From the records below, pull each line that has "Give".

EXCERPTED RECORDS Start Marker

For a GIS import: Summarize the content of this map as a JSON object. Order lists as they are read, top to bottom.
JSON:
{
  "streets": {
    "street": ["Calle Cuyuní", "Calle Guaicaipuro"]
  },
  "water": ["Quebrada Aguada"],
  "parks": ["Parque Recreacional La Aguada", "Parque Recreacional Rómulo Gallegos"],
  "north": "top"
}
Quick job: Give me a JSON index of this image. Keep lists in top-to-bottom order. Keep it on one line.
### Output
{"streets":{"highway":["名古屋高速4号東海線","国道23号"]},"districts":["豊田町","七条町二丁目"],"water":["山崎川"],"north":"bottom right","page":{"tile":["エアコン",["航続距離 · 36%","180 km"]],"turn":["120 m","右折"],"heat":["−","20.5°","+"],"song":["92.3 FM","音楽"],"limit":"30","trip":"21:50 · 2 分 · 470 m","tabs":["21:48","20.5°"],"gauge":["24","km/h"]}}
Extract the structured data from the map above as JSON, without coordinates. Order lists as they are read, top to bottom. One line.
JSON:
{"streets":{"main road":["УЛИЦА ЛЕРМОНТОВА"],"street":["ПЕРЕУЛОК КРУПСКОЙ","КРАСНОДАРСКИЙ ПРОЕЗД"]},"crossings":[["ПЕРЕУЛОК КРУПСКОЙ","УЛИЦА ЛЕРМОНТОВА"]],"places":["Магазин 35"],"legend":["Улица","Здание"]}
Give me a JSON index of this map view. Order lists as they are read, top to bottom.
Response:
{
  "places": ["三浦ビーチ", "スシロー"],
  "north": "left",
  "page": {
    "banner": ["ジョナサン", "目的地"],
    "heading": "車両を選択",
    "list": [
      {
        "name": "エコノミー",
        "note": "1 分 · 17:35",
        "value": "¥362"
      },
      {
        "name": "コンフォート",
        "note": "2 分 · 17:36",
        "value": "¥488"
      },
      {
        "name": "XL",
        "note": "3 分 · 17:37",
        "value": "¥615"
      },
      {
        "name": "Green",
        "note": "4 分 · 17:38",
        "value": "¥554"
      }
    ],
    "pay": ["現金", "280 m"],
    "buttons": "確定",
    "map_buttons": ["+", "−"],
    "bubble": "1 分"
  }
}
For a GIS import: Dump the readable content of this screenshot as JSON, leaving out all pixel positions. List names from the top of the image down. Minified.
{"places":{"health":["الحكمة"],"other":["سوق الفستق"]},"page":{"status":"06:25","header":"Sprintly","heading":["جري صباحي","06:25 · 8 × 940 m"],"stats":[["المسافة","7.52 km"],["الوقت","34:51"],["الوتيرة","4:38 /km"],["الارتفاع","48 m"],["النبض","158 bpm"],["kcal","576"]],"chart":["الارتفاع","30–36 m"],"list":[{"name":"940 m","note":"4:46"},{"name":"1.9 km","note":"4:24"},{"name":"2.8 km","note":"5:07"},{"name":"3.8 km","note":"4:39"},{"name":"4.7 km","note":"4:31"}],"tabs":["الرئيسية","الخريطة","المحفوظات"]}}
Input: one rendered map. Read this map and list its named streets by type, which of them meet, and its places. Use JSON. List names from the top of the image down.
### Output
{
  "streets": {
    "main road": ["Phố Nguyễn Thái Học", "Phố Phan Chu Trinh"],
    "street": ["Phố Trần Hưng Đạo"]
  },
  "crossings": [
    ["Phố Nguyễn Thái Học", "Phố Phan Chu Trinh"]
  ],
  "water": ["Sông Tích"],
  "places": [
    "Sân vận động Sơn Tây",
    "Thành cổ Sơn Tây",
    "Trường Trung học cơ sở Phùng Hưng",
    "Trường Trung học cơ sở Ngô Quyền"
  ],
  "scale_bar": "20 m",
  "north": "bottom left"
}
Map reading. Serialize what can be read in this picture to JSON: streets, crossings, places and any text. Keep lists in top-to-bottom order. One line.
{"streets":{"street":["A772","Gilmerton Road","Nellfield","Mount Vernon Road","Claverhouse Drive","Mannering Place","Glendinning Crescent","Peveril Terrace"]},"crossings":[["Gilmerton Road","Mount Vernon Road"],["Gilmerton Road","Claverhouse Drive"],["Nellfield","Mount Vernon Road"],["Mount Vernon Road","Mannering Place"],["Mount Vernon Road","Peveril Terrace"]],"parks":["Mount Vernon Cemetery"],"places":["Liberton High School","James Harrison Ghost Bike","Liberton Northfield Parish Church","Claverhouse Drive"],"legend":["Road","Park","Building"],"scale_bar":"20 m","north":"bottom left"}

EXCERPTED RECORDS End Marker

FINAL ANSWER:
Quick job: Give me a JSON index of this image. Keep lists in top-to-bottom order. Keep it on one line.
Give me a JSON index of this map view. Order lists as they are read, top to bottom.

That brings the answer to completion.